Source data
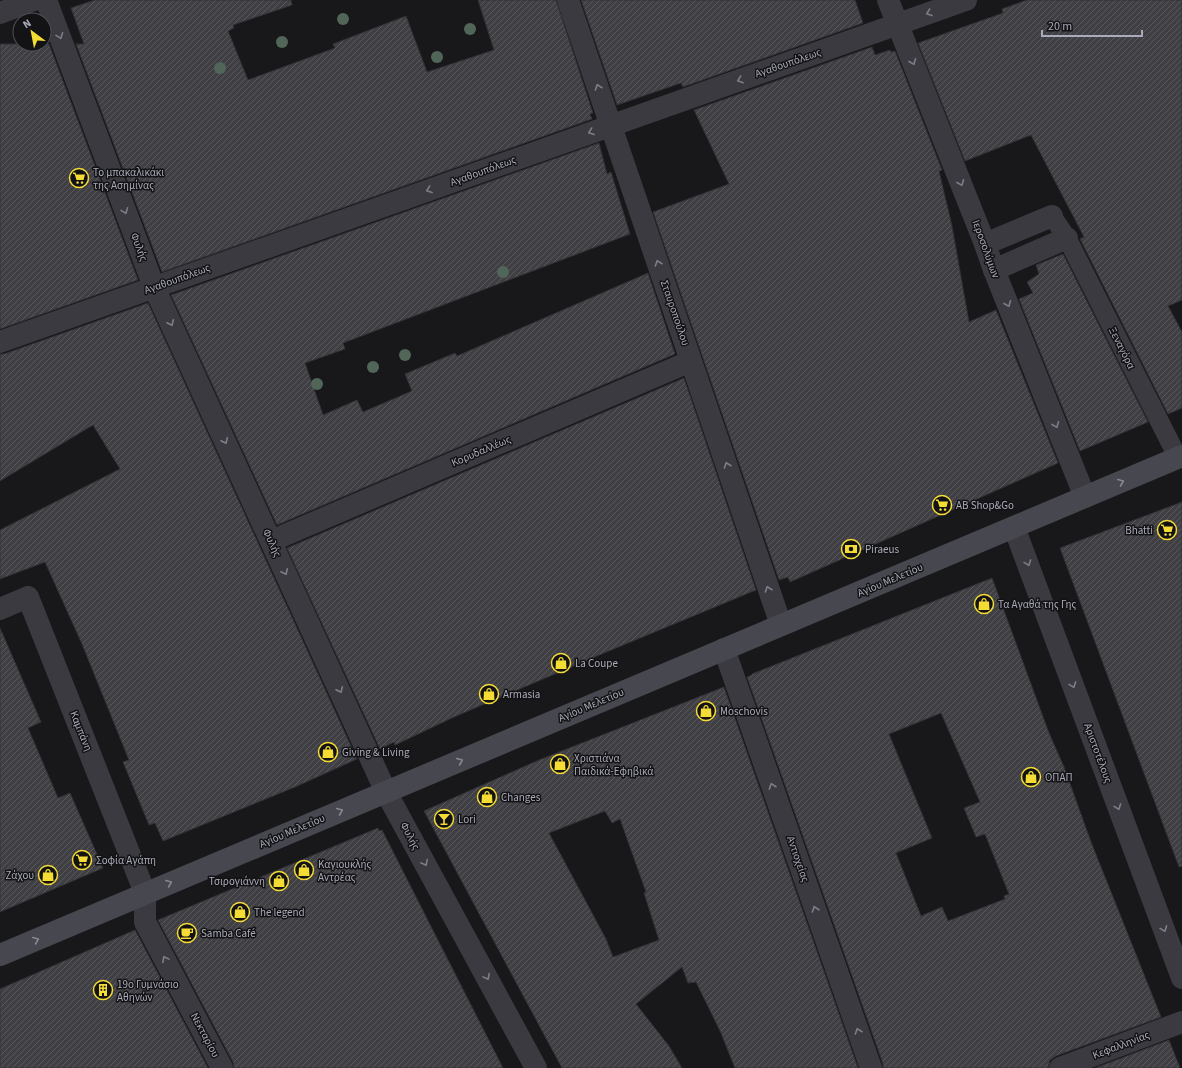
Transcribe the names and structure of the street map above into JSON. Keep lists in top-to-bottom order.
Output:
{
  "streets": {
    "main road": ["Αγίου Μελετίου"],
    "street": [
      "Αγαθουπόλεως",
      "Φυλής",
      "Ιεροσολύμων",
      "Σταυροπούλου",
      "Ξεναγόρα",
      "Κορυδαλλέως",
      "Καμπάνη",
      "Αριστοτέλους",
      "Αντιοχείας",
      "Νεκταρίου",
      "Κεφαλληνίας"
    ]
  },
  "crossings": [
    ["Αγαθουπόλεως", "Φυλής"],
    ["Αγαθουπόλεως", "Ιεροσολύμων"],
    ["Αγαθουπόλεως", "Σταυροπούλου"],
    ["Φυλής", "Κορυδαλλέως"],
    ["Φυλής", "Αγίου Μελετίου"],
    ["Ιεροσολύμων", "Ξεναγόρα"],
    ["Ιεροσολύμων", "Αγίου Μελετίου"],
    ["Σταυροπούλου", "Κορυδαλλέως"],
    ["Σταυροπούλου", "Αγίου Μελετίου"],
    ["Ξεναγόρα", "Αγίου Μελετίου"],
    ["Αγίου Μελετίου", "Καμπάνη"],
    ["Αγίου Μελετίου", "Αριστοτέλους"],
    ["Αγίου Μελετίου", "Αντιοχείας"],
    ["Αγίου Μελετίου", "Νεκταρίου"],
    ["Καμπάνη", "Νεκταρίου"]
  ],
  "one_way": [
    "Αγαθουπόλεως",
    "Φυλής",
    "Ιεροσολύμων",
    "Σταυροπούλου",
    "Αγίου Μελετίου",
    "Αριστοτέλους",
    "Αντιοχείας",
    "Νεκταρίου"
  ],
  "places": {
    "supermarket": [
      "Το μπακαλικάκι της Ασημίνας",
      "ΑΒ Shop&Go",
      "Bhatti",
      "Σοφία Αγάπη"
    ],
    "bank": ["Piraeus"],
    "shop": [
      "Τα Αγαθά της Γης",
      "La Coupe",
      "Armasia",
      "Moschovis",
      "Giving & Living",
      "Χριστιάνα Παιδικά-Εφηβικά",
      "ΟΠΑΠ",
      "Changes",
      "Καγιουκλής Αντρέας",
      "Ζάχου",
      "Τσιρογιάννη",
      "The legend"
    ],
    "bar": ["Lori"],
    "cafe": ["Samba Café"],
    "building": ["19o Γυμνάσιο Αθηνών"]
  },
  "scale_bar": "20 m",
  "north": "top left"
}
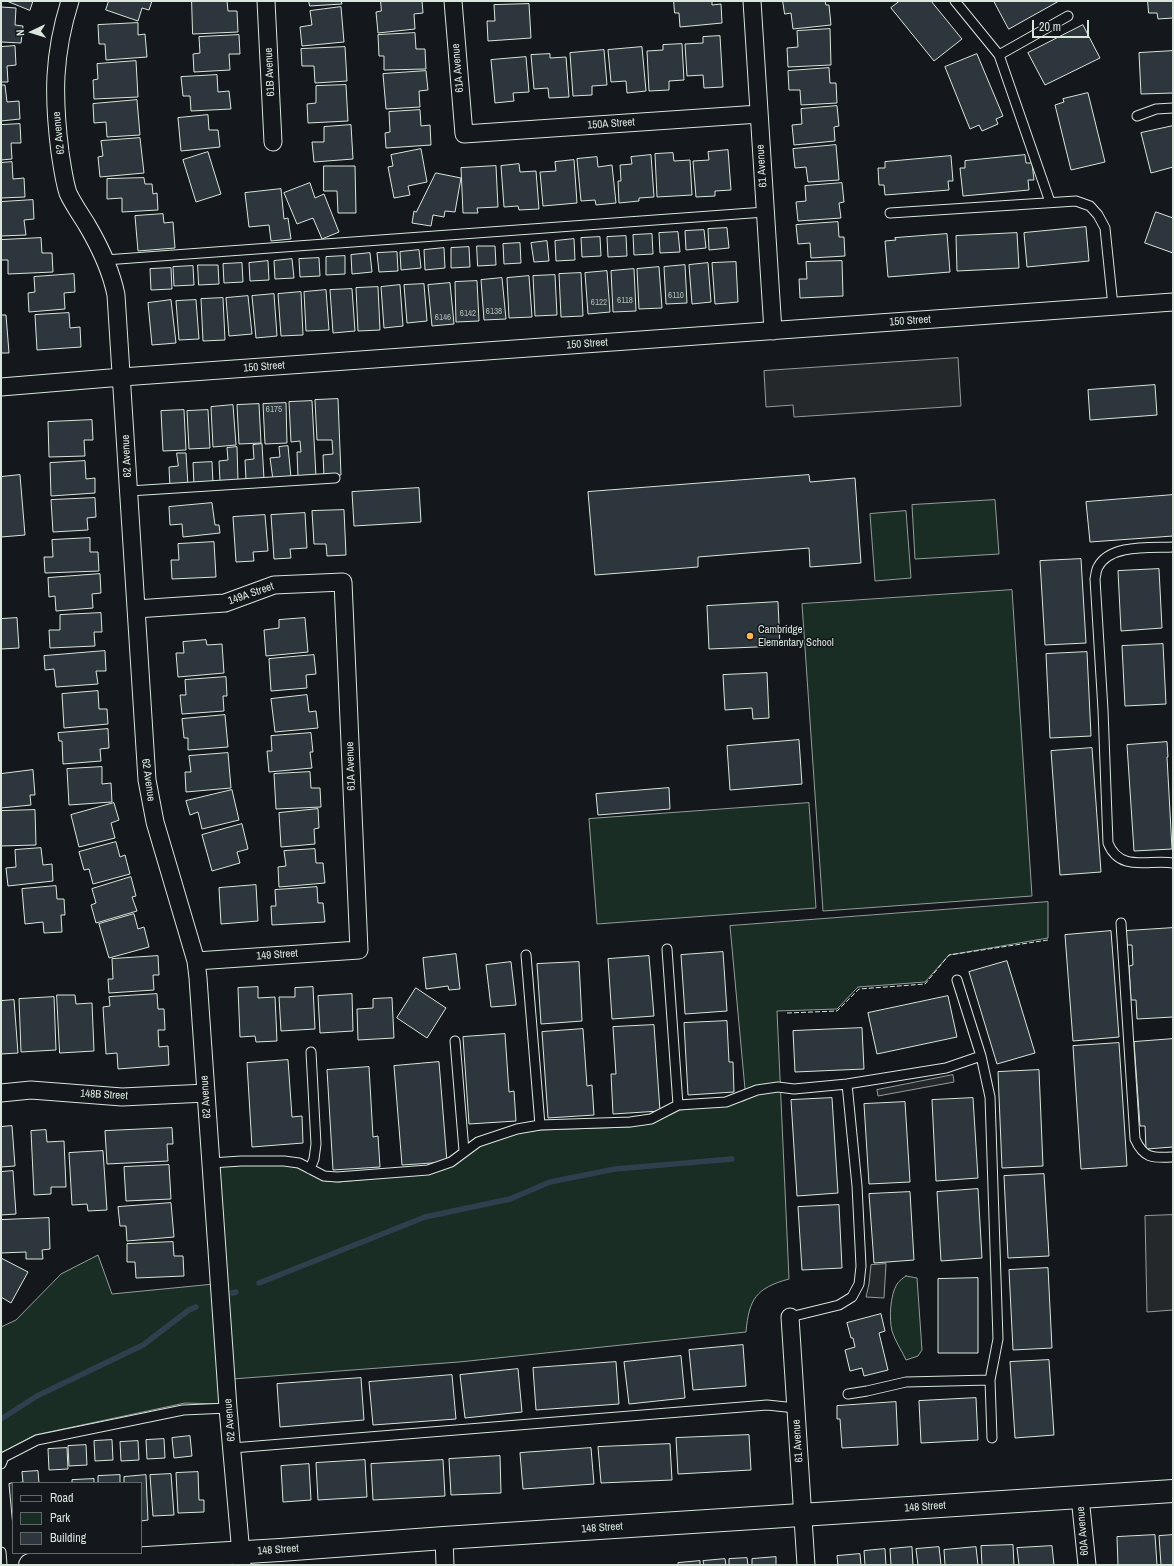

The problem
Please print the material exactly as given above, omitting the pictures.

Result for this exercise
Transcribe the names and structure of the street map above into JSON. Keep lists in top-to-bottom order.
Output:
{
  "streets": {
    "main road": ["Αγίου Μελετίου"],
    "street": [
      "Αγαθουπόλεως",
      "Φυλής",
      "Ιεροσολύμων",
      "Σταυροπούλου",
      "Ξεναγόρα",
      "Κορυδαλλέως",
      "Καμπάνη",
      "Αριστοτέλους",
      "Αντιοχείας",
      "Νεκταρίου",
      "Κεφαλληνίας"
    ]
  },
  "crossings": [
    ["Αγαθουπόλεως", "Φυλής"],
    ["Αγαθουπόλεως", "Ιεροσολύμων"],
    ["Αγαθουπόλεως", "Σταυροπούλου"],
    ["Φυλής", "Κορυδαλλέως"],
    ["Φυλής", "Αγίου Μελετίου"],
    ["Ιεροσολύμων", "Ξεναγόρα"],
    ["Ιεροσολύμων", "Αγίου Μελετίου"],
    ["Σταυροπούλου", "Κορυδαλλέως"],
    ["Σταυροπούλου", "Αγίου Μελετίου"],
    ["Ξεναγόρα", "Αγίου Μελετίου"],
    ["Αγίου Μελετίου", "Καμπάνη"],
    ["Αγίου Μελετίου", "Αριστοτέλους"],
    ["Αγίου Μελετίου", "Αντιοχείας"],
    ["Αγίου Μελετίου", "Νεκταρίου"],
    ["Καμπάνη", "Νεκταρίου"]
  ],
  "one_way": [
    "Αγαθουπόλεως",
    "Φυλής",
    "Ιεροσολύμων",
    "Σταυροπούλου",
    "Αγίου Μελετίου",
    "Αριστοτέλους",
    "Αντιοχείας",
    "Νεκταρίου"
  ],
  "places": {
    "supermarket": [
      "Το μπακαλικάκι της Ασημίνας",
      "ΑΒ Shop&Go",
      "Bhatti",
      "Σοφία Αγάπη"
    ],
    "bank": ["Piraeus"],
    "shop": [
      "Τα Αγαθά της Γης",
      "La Coupe",
      "Armasia",
      "Moschovis",
      "Giving & Living",
      "Χριστιάνα Παιδικά-Εφηβικά",
      "ΟΠΑΠ",
      "Changes",
      "Καγιουκλής Αντρέας",
      "Ζάχου",
      "Τσιρογιάννη",
      "The legend"
    ],
    "bar": ["Lori"],
    "cafe": ["Samba Café"],
    "building": ["19o Γυμνάσιο Αθηνών"]
  },
  "scale_bar": "20 m",
  "north": "top left"
}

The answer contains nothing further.